* **Instructions for the task**
From the data that follows, copy every line with the string "Creek".

[Source records — start]

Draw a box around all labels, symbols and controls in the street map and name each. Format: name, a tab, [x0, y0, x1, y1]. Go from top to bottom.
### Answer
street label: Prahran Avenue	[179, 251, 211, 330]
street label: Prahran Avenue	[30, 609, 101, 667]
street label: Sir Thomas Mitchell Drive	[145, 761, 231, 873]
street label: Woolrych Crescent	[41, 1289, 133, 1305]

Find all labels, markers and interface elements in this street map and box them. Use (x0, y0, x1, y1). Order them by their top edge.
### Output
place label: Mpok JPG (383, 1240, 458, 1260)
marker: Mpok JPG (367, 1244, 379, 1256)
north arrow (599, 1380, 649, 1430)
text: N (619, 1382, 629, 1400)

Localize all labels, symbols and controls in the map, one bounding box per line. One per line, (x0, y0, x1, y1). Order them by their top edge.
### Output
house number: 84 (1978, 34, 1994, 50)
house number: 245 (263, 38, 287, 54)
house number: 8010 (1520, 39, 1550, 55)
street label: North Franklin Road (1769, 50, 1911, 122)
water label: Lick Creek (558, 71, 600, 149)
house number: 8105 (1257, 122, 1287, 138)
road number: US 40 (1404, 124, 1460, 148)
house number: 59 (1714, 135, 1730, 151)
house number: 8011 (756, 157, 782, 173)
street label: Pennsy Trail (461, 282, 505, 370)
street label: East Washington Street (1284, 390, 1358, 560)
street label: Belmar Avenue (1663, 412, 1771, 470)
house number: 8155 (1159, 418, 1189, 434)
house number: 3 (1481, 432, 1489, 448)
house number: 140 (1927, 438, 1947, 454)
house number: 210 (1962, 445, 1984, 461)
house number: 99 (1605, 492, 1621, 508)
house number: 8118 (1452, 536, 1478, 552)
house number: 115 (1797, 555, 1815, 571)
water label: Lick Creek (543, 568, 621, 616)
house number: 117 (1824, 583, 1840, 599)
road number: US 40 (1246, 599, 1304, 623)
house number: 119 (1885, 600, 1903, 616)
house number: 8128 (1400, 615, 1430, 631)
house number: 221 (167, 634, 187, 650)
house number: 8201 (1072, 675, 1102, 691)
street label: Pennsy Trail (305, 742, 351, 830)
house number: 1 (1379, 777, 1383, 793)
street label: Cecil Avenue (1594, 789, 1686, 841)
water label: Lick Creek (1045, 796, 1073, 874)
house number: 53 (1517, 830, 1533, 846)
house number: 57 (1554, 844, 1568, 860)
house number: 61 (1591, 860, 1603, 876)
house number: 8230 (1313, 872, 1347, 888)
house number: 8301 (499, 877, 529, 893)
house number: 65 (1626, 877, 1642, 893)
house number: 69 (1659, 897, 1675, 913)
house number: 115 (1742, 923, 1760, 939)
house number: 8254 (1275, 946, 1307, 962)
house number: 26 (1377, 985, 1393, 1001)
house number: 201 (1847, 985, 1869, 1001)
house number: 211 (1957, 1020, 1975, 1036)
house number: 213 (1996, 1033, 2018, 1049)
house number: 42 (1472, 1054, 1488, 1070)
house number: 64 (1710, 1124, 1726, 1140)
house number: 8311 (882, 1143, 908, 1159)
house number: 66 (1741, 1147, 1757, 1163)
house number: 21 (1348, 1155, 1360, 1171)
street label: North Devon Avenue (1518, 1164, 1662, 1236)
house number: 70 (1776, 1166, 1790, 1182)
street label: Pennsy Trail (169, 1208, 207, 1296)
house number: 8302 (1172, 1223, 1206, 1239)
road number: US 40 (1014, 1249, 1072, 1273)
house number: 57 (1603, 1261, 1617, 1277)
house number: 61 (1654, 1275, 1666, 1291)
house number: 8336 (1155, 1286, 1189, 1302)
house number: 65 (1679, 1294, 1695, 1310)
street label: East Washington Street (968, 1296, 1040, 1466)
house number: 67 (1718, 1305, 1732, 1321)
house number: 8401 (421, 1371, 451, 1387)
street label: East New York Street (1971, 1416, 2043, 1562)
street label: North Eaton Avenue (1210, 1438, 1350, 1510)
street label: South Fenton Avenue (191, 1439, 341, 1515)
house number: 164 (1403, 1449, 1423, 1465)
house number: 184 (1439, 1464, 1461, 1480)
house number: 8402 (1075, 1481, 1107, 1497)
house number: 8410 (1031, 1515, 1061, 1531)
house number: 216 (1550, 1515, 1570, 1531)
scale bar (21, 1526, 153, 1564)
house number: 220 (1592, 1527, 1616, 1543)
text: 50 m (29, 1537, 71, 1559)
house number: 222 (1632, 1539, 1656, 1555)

[Source records — finish]

* **The answer**
water label: Lick Creek (558, 71, 600, 149)
water label: Lick Creek (543, 568, 621, 616)
water label: Lick Creek (1045, 796, 1073, 874)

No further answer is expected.